Development of air and GHG emission calculators integrated in UNISIM-based process simulator: case study of a gas sweetening with effects of process parameters

This paper reports the development of air and GHG emission calculators embedded in UNISIM-based process simulators, which are used as a computational tool to generate estimated values of air and GHG emission integrated with process simulation. A gas sweetening unit is taken as an example for the case study, with the effects of process parameters on the resultant emission being emphasized. Air and GHG calculators are developed based on up-to-date standards and national regulations concerning oil and gas processing facilities. The simulation’s base case is designed to produce sweet gas with sales gas specifications using MDEA solvent, which reveals 1,527 tonnes CO 2 e/day (representing GHG emission) and 0.348 tonnes SO 2 e/day (representing air emission).

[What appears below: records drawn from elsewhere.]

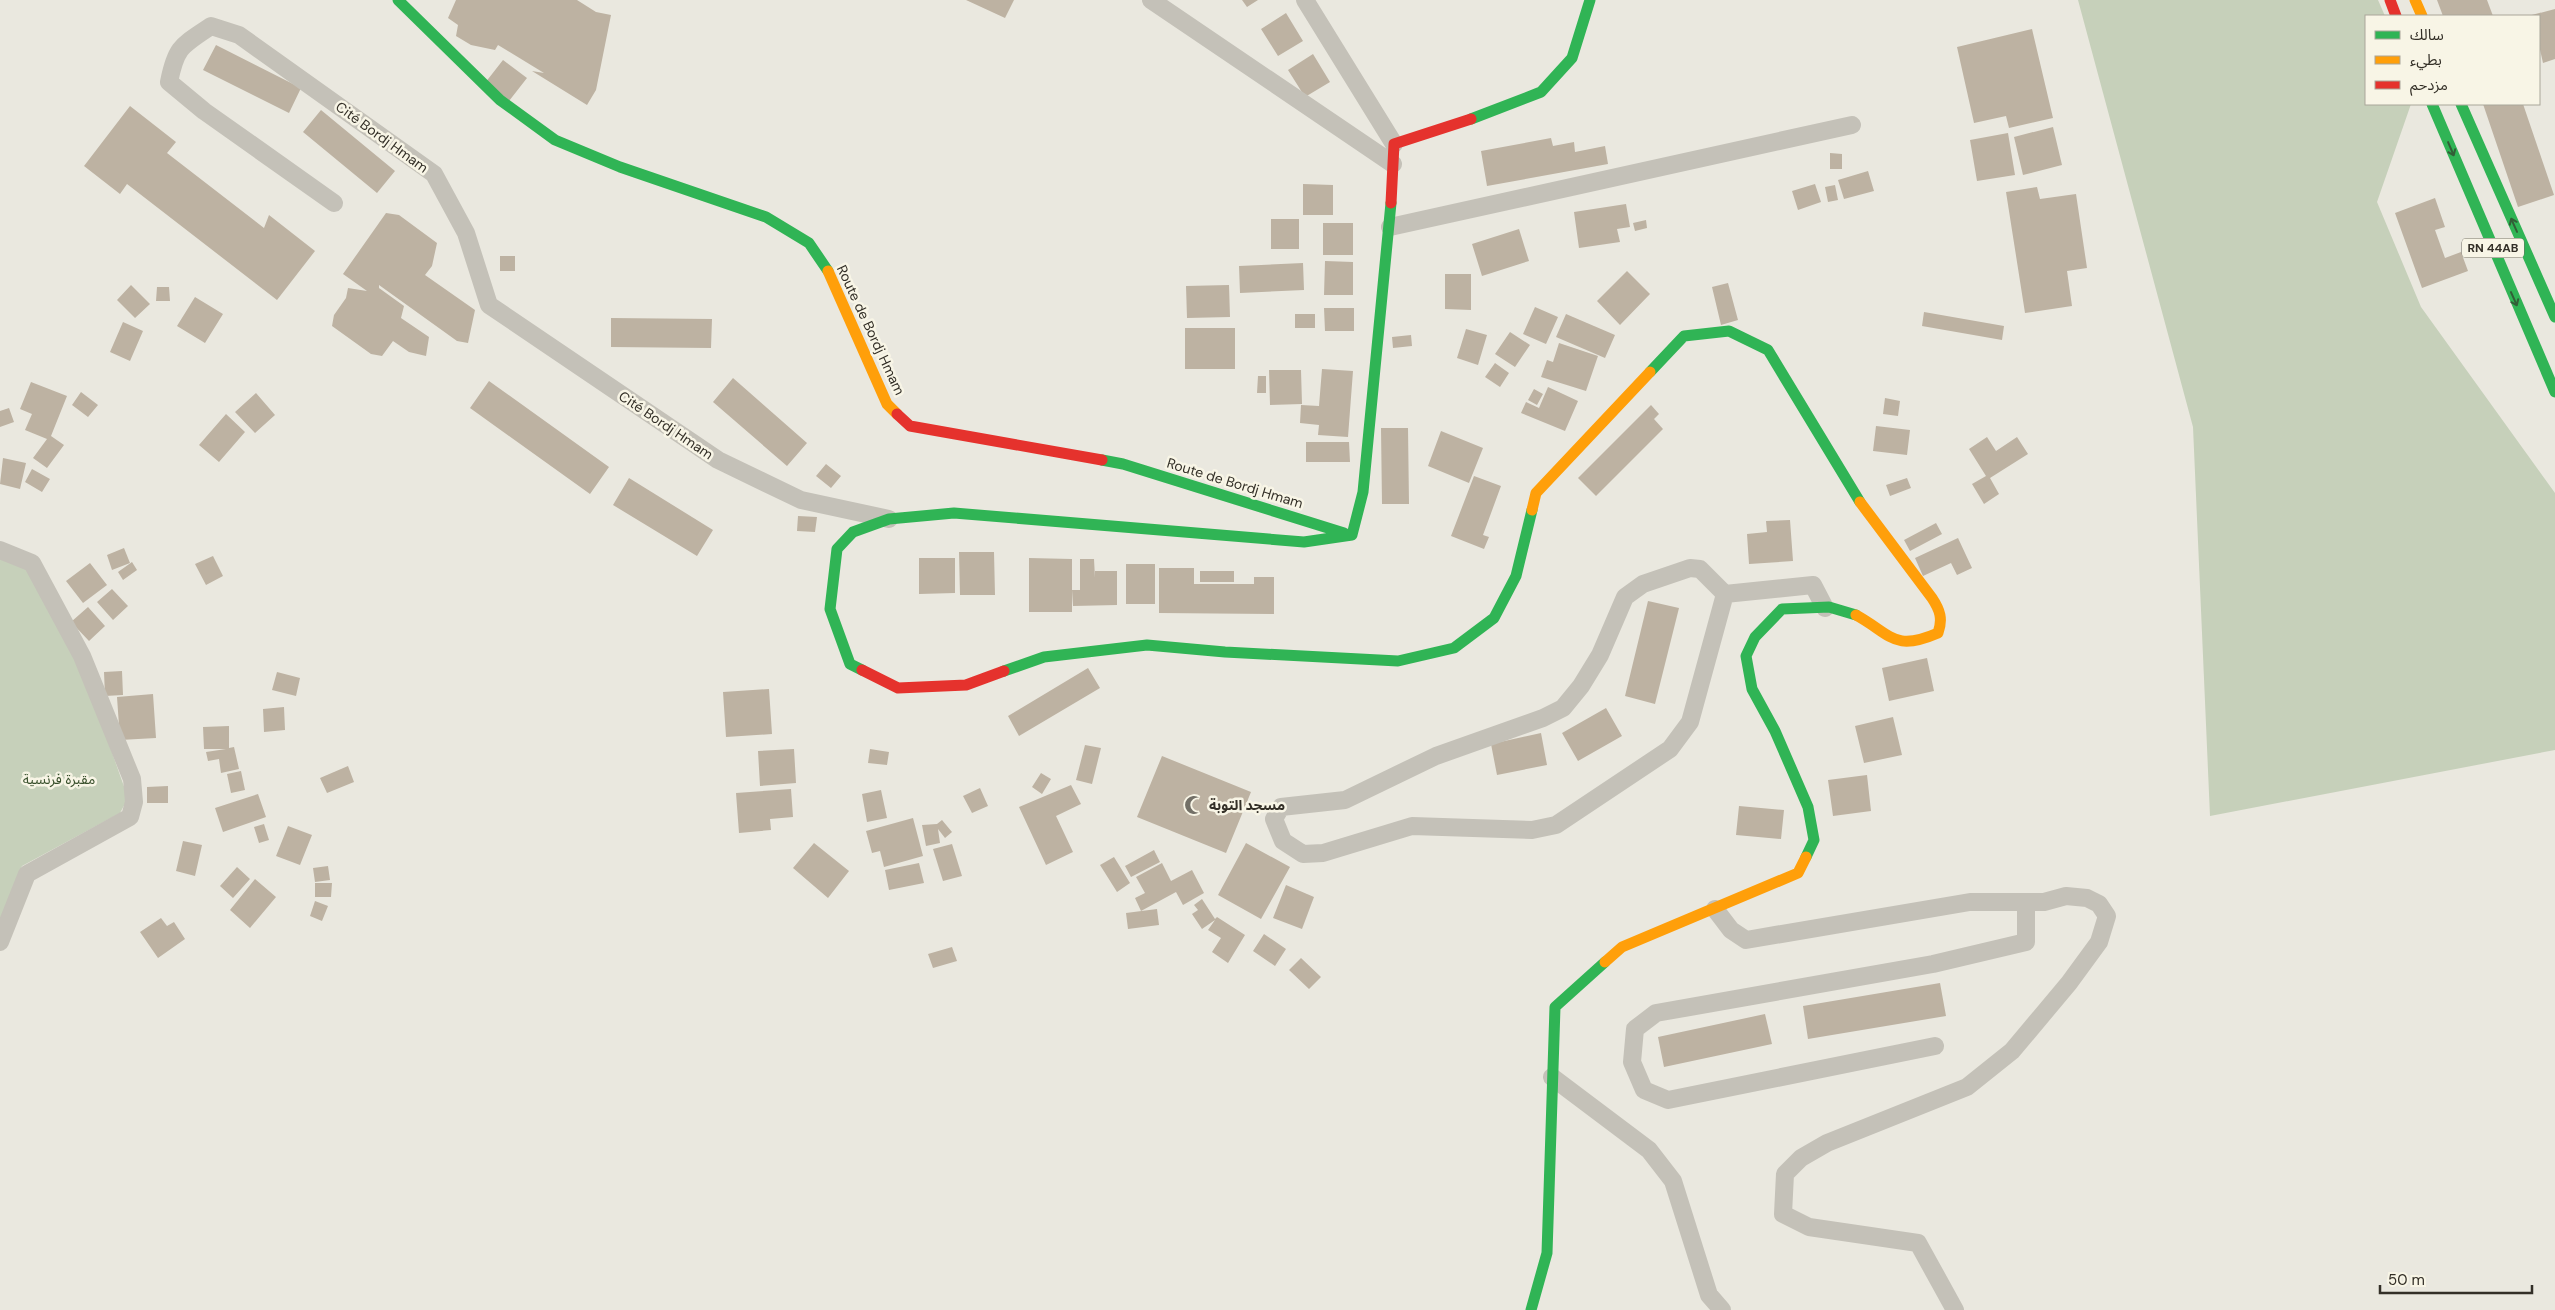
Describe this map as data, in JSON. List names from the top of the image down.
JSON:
{
  "streets": {
    "street": ["Cité Bordj Hmam", "RN 44AB", "Route de Bordj Hmam"]
  },
  "parks": ["مقبرة فرنسية"],
  "places": {
    "mosque": ["مسجد التوبة"]
  },
  "legend": ["سالك", "بطيء", "مزدحم"],
  "scale_bar": "50 m"
}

Pressure decline in the sour gas stream leads to a slight increase in emission up to 1,554 tonnes CO 2 e/day and 0.368 tonnes SO 2 e/day because of the additional compression systems. Using DEA as a solvent does not significantly affect air and GHG emission for the same sweet gas specification. The simulation also revealed that the gas flow rate (capacity) is not directly proportional to the eventual emission. In this case, the driver for air and GHG emission is the reboiler’s duty, dependent on the amine flow rate. As there is a critical (minimum) lean amine flow rate regarding the sour gas flow rate, the non-proportional relationship between gas flow rate and emission is expected. To produce sweet gas with LNG specification, the emission rises considerably to 2,652 tonnes CO 2 e/day and 0.747 tonnes SO 2 e/day because CO 2 loading of rich amine is higher in this case, eventually increasing the reboiler duty significantly.